Как раз в это время судьба забросила Волынского в столицу. Казанские неприятности не мешали ему живо интересоваться московскими событиями. До нас дошли его письма к московским знакомым, в которых сквозит сильное желание узнать все подробности, в которых он высказывает собственные суждения о «затейках» голицынской партии. В общем он не сочувствовал этой партии и не ждал добра от ее замыслов. Но из далекой Казани все это движение представлялось смутным, неопределенным. И вот Волынский попадает в самый центр столичного общества, еще не успевшего вполне остыть от только что пережитых потрясений.
Два направления переплелись друг с другом в политике царствования Анны. С одной стороны, издается ряд узаконений, расширяющих права дворянского класса. Хотя дворянство и высказалось против тех перемен, к которым стремился Голицын, однако оно довольно определенно заявило при этом о некоторых желаниях, давно созревших в его среде. Устранив планы Голицына, правительство Анны пошло навстречу желаниям дворянства. Дворянство страшно тяготилось обязательной службой. По законам Петра, каждый дворянин в течение всей жизни обязан был служить государству в военных или гражданских чинах.
Обязательная служба отрывала дворянина от его имений, от его хозяйства, лишала его свободы в распоряжении своею личностью и деятельностью.

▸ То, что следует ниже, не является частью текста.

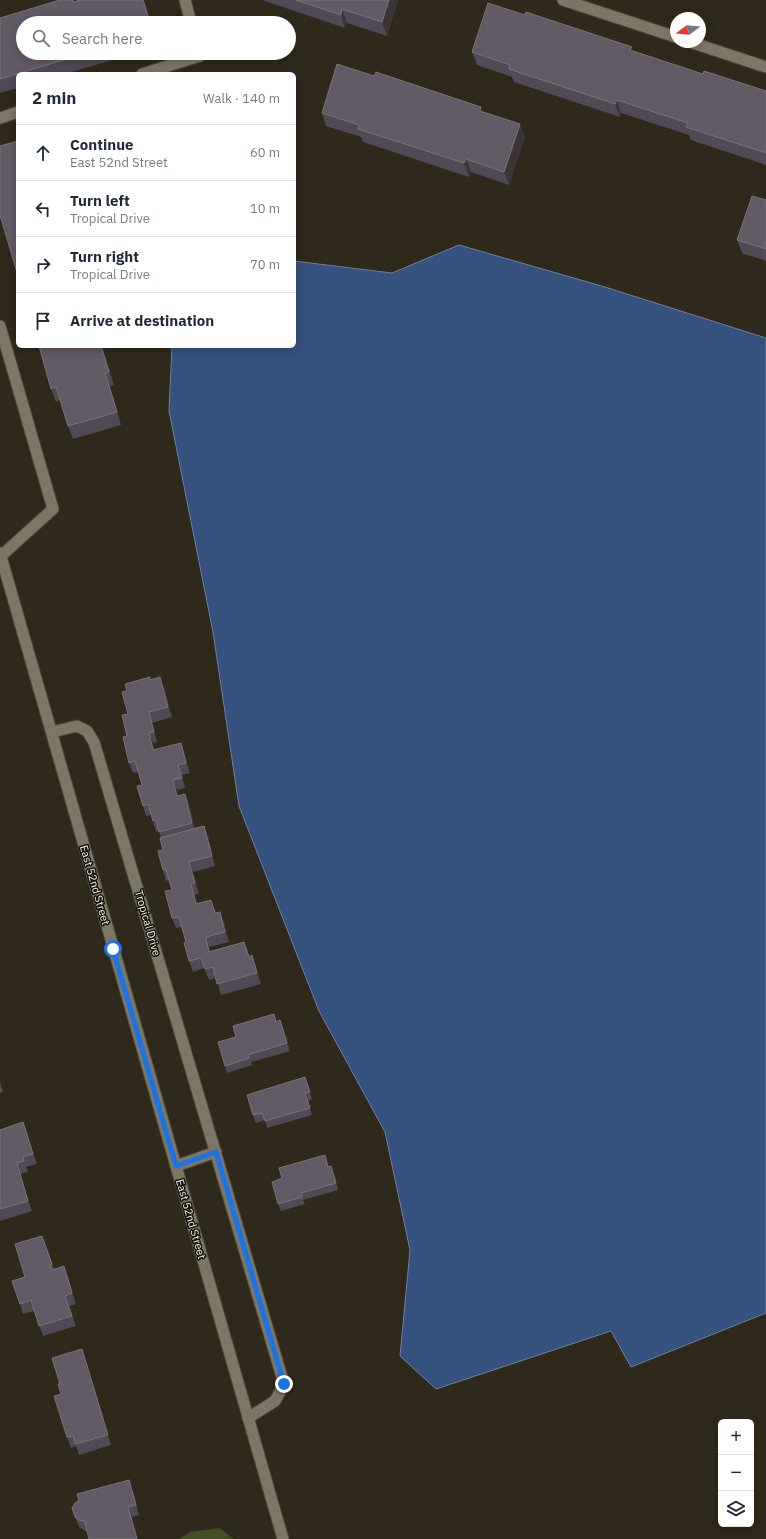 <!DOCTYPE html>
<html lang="en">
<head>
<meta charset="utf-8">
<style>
	:root { --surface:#fff; --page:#f6f6f7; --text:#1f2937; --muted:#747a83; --line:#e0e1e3 }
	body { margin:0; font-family:"IBM Plex Sans",sans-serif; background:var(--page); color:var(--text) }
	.controls { position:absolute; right:12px; bottom:12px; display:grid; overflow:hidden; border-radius:6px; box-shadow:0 2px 10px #0003 }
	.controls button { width:36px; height:36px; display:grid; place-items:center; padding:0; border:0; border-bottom:1px solid var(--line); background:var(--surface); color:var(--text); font:20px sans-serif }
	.compass { position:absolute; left:670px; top:12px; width:36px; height:36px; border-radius:50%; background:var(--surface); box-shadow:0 2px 10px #0003; rotate:254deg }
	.stop { position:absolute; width:12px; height:12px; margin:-9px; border:3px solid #1a73e8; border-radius:50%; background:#fff }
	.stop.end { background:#1a73e8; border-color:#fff; box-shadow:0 1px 4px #0008 }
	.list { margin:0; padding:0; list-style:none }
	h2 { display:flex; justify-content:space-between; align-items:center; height:52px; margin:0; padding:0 16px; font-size:17px }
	h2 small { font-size:13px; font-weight:400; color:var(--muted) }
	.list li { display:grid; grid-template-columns:26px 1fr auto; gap:12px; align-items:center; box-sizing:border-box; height:56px; padding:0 16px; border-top:1px solid var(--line) }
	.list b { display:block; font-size:15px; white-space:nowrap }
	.list p { margin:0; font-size:13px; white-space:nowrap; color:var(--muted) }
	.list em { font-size:13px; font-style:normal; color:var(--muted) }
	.icon { flex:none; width:22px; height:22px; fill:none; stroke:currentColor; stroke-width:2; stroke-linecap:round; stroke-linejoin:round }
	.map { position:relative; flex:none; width:766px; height:1539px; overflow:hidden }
	.search { position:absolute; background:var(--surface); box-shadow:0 2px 10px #0003; left:16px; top:16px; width:280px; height:44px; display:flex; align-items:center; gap:10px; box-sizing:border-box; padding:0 14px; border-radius:22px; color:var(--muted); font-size:15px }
	.panel { position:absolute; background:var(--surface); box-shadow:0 2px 10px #0003; left:16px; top:72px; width:280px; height:276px; border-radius:6px }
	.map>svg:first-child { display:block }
</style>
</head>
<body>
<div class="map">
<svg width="766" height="1539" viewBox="0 0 766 1539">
	<rect width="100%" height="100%" fill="#2e291a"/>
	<!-- green -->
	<polygon fill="#434e27" points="219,1528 234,1539 179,1539 190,1532"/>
	<!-- water -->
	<polygon fill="#35517d" stroke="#6e809c" points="459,245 605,287 766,338 766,1313 631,1367 611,1331 436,1389 400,1356 410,1250 385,1132 319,1011 239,806 213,632 169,411 172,346 294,346 294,261 392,273"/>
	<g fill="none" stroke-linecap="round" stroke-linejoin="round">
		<defs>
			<g id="service">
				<polyline points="185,0 191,23"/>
				<polyline points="563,0 676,37"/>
				<polyline points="690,42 766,67"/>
				<polyline points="142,74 200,56 199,53"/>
				<polyline points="0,118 18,112"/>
				<polyline points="0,326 53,509 1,556"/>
			</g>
			<g id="minor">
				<polyline points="52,732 77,726 87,731 94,742 284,1384 275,1401 248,1418"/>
				<polyline points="176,1166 216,1152"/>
			</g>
			<polyline id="tertiary" points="0,553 283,1539"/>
		</defs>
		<!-- service casing -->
		<use href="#service" stroke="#4c473a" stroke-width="13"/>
		<!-- minor casing -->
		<use href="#minor" stroke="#4c473a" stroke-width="13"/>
		<!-- tertiary casing -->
		<use href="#tertiary" stroke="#4c473a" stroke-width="13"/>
		<!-- service -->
		<use href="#service" stroke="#7c7665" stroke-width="11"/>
		<!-- minor -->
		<use href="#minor" stroke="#7c7665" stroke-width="11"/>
		<!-- tertiary -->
		<use href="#tertiary" stroke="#7c7665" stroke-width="11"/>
	</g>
	<!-- wall -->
	<g fill="#504956">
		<polygon points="144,0 151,23 23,23 23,53 136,53 65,74 18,74 18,88 0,93 0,18 74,2"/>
		<polygon points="262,0 398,0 387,36 347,23 345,28"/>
		<polygon points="633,51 703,74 766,91 766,165 691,140 689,135 621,113 620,117 514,82 512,77 477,65 472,52"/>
		<polygon points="374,76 483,112 525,137 509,185 471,172 469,177 363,142 361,137 326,126 322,113"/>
		<polygon points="766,200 766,261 742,253 737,240"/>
		<polygon points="102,346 114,385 110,386 121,425 73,439 68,426 60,400 56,402 51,389"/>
		<polygon points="151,680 164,688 172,717 152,723 157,742 153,743 154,750 181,743 190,773 182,775 185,788 177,790 178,796 185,794 189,804 195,828 204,826 208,836 215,866 193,872 199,894 194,895 197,903 215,910 216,913 224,922 229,942 209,947 210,951 244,942 249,956 256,966 261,984 221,995 216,978 209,980 204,968 193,972 189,961 186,942 182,927 176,928 172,918 172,890 169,880 166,881 163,870 163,850 161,837 159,831 156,832 151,815 146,816 143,806 142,785 138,772 133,773 129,763 127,736 128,714 127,691"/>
		<polygon points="280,1020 290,1051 251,1062 252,1065 227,1073 225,1066 236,1037"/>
		<polygon points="305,1077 312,1099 308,1101 312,1115 267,1128 265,1120 256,1123 253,1115"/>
		<polygon points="0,1082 3,1092 0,1093"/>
		<polygon points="23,1122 37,1164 26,1167 28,1172 20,1174 32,1211 0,1221 0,1130"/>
		<polygon points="327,1162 329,1167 334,1174 338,1190 303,1200 305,1204 281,1211 278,1204 282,1178"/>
		<polygon points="46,1246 54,1269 68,1277 76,1304 69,1306 76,1326 43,1336 34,1311 23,1314 20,1304"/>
		<polygon points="85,1360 111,1445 79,1455 76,1446 71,1448 67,1437 60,1384"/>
		<polygon points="129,1480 133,1491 139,1515 87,1531 85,1531 79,1527 75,1517 79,1501"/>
	</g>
	<!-- shaded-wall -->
	<g fill="#3b3437">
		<polygon points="143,0 144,0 151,23 150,23"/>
		<polygon points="389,0 398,0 387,36 382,22"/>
		<polygon points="342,9 347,23 345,28 341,15"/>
		<polygon points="617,100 621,113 620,117 615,104"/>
		<polygon points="520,124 525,137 509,185 504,172"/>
		<polygon points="466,159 471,172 469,177 464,163"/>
		<polygon points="101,346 102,346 114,385 109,372"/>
		<polygon points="105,373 110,386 121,425"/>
		<polygon points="160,677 164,688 172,717 168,707"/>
		<polygon points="149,733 153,743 157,761 153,750"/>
		<polygon points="181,743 185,754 190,773 186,763"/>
		<polygon points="178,765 182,775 185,788 182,778"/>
		<polygon points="173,780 177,790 181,806 177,796"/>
		<polygon points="185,794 189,804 196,833 192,823"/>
		<polygon points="204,826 208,836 215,866 212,856"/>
		<polygon points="189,862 193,872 199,894 195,883"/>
		<polygon points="191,884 194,895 200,914 196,904"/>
		<polygon points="211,900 215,910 219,924 215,913"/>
		<polygon points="220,912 224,922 229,942 225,932"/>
		<polygon points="206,937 209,947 213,962 209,952"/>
		<polygon points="252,955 256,966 261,984 257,973"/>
		<polygon points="280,1020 283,1027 290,1051 287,1043"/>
		<polygon points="23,1122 27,1133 37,1164 33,1154"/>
		<polygon points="17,1163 20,1174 32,1211 28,1201"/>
		<polygon points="64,1266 68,1277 76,1304 72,1293"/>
		<polygon points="82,1349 85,1360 111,1445 108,1435"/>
		<polygon points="129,1480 133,1491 139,1515 136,1505"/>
		<polygon points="128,1507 132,1517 138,1539 137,1539"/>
	</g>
	<!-- building -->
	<g fill="#625a65" stroke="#787279">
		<polygon points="60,0 73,0 74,2 80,0 143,0 150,23 23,23 23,53 87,53 0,79 0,18"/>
		<polygon points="296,0 389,0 382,22 342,9 341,15"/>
		<polygon points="488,3 525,15 526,12 632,47 630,50 703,74 704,71 766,91 766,153 686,127 688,123 617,100 615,104 509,69 510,65 472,52"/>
		<polygon points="337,64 374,76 376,72 481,107 480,111 520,124 504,172 466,159 464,163 358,129 359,125 322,113"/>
		<polygon points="18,141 18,276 0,215 0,146"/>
		<polygon points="752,196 766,200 766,249 737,240"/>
		<polygon points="39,346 101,346 109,372 105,373 117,412 68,426 56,387 51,389"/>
		<polygon points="150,677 150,680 160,677 168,707 149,712 154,732 149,733 153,750 181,743 186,763 178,765 182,778 173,780 177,796 185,794 192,823 159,832 156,820 153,821 148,804 143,806 137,786 142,785 135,761 129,763 123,737 127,736 122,715 128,714 122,692 127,691 125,684"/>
		<polygon points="204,826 212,856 189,862 195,883 191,884 196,904 211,900 215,913 220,912 225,932 206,937 209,952 244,942 249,957 252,955 257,973 217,984 213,967 205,969 201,958 189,961 184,943 186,942 179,917 172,918 165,891 172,890 166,870 163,870 158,851 163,850 160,838"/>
		<polygon points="274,1014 276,1022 280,1020 287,1043 248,1055 249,1058 225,1066 218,1042 236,1037 233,1026"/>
		<polygon points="305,1077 310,1092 305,1093 310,1108 265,1121 262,1113 253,1115 247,1095"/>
		<polygon points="23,1122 33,1154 23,1157 24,1161 17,1163 28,1201 0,1209 0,1130"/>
		<polygon points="325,1155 328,1167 331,1166 336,1183 301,1193 302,1197 278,1204 272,1182 282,1178 279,1168"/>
		<polygon points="42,1236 52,1264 50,1265 52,1270 64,1266 72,1293 65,1296 72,1316 39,1326 31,1300 20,1304 12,1281 25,1277 15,1244"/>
		<polygon points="82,1349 108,1435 75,1444 73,1436 67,1437 54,1396 61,1394 58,1384 60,1384 52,1358"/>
		<polygon points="129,1480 136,1505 128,1507 137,1539 89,1539 84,1520 81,1521 75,1517 72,1508 76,1502 79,1501 77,1494"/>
	</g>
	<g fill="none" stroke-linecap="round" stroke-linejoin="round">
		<!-- route -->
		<polyline stroke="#1a73e8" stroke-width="5" points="113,949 176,1166 216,1152 284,1384"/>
	</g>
	<g text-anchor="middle" stroke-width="3" stroke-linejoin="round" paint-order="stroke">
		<!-- street labels -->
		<g font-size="11" fill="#f2efe5" stroke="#14120b">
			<text transform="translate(95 885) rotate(74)" y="4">East 52nd Street</text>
			<text transform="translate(148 923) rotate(74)" y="4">Tropical Drive</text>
			<text transform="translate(191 1219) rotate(74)" y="4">East 52nd Street</text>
		</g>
	</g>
</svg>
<div class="controls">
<button>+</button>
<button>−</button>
<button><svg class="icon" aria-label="layers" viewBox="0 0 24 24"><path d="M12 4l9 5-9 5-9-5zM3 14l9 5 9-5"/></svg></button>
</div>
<svg class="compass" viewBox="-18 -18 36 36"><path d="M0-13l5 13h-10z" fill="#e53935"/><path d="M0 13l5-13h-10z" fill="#747a83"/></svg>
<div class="stop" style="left:113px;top:949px"></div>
<div class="stop end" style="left:284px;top:1384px"></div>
<div class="search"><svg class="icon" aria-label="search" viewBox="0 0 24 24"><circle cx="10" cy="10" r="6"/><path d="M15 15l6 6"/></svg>Search here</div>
<section class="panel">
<h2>2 min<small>Walk · 140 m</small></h2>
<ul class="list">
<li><svg class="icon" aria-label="ahead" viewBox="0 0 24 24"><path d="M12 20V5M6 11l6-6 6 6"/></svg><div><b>Continue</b><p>East 52nd Street</p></div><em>60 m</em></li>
<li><svg class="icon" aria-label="left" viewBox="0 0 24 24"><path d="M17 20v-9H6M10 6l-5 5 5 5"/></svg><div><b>Turn left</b><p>Tropical Drive</p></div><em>10 m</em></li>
<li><svg class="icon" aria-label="right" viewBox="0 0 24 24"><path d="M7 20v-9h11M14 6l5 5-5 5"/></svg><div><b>Turn right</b><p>Tropical Drive</p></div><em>70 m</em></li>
<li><svg class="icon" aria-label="arrive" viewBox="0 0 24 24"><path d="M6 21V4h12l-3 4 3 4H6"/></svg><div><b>Arrive at destination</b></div></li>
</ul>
</section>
</div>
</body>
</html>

Теперь издается закон, по которому обязательная служба ограничивается 25-летним сроком. По миновании этого срока дворянин получает право, если пожелает, выйти в отставку. Дворянство приветствовало этот закон бурной радостью. Правительство было завалено просьбами об отставке. Поспешно сбрасывая с себя служебную лямку, дворянство массами хлынуло из столиц в свои деревенские усадьбы, где его ожидала привольная жизнь на плечах дарового крепостного труда. Второй важный закон, изданный в царствование Анны, еще более увеличивал для дворянства привлекательность деревенского уединения. Он расширял землевладельческие права дворян. По законам Петра дворянин не имел права ни дробить своих земель между несколькими сонаследниками, ни отчуждать их путем каких-либо сделок в другие руки. Теперь все эти стеснения отпадали. Дворянин-землевладелец получил право свободно, по своему усмотрению, распоряжаться своими имениями. Но, стремясь удовлетворить заветные желания дворянства, правительство Анны развивает в то же время и другое течение в своей политике. Настает эпоха знаменитого «слова и дела». Для прекращения беспокойных партийных движений, которые наполняли жизнь столицы в первую половину XVIII столетия, устанавливается жестокое преследование всех мало-мальски подозрительных лиц. То было время господства печальной памяти Бирона.
Русский историк Болтин[105]
, живший в царствование Екатерины II и, следовательно, писавший о временах Анны на основании самых свежих, еще не остывших воспоминаний, рисует нам такую картину общественной жизни того времени: «Повсюду разосланы были лазутчики, кои днем и ночью подслушивали разговаривающих между собою, идущих по улице и сидящих в домах. В столицах не смел никто, сошедшись с приятелем своим, остановиться на несколько минут и поговорить, страшась, чтобы не сочли разговор их за подозрительный и не взяли бы обоих под караул. Опасался муж с женою, отец с сыном, мать с дочерью промолвить о бедственном состоянии своем, чтобы из домашних кто, подслушав, не донес. Прощаясь между собою, родственники или приятели, отходя каждый в свой дом, не иначе друг о друге думали, что прощаются на вечность, ибо никто не был уверен, что проснется на той же постели, на которой с вечера лег. Редкая ночь проходила, чтобы кто ни есть из живущих в городе не пропал безвестно, да и не смели спрашивать, куда он девался. На всех лицах изображен был страх, уныние, отчаяние» (Вот что встретил Волынский, вернувшись в столицу из провинциальной глуши. Время было крутое. Нужно было особое уменье лавировать по волнам житейского моря, чтобы избегнуть внезапного крушения. Волынский быстро осмотрелся и смело поставил свои паруса. Он попал в столицу в самом печальном положении, в качестве опального и даже подследственного отставного губернатора. Астраханское и казанское прошлое громко вопияло против него. Над ним была назначена «инквизиция», т. е. формальное следствие. Волынский противопоставил формальным обвинениям личные знакомства и связи.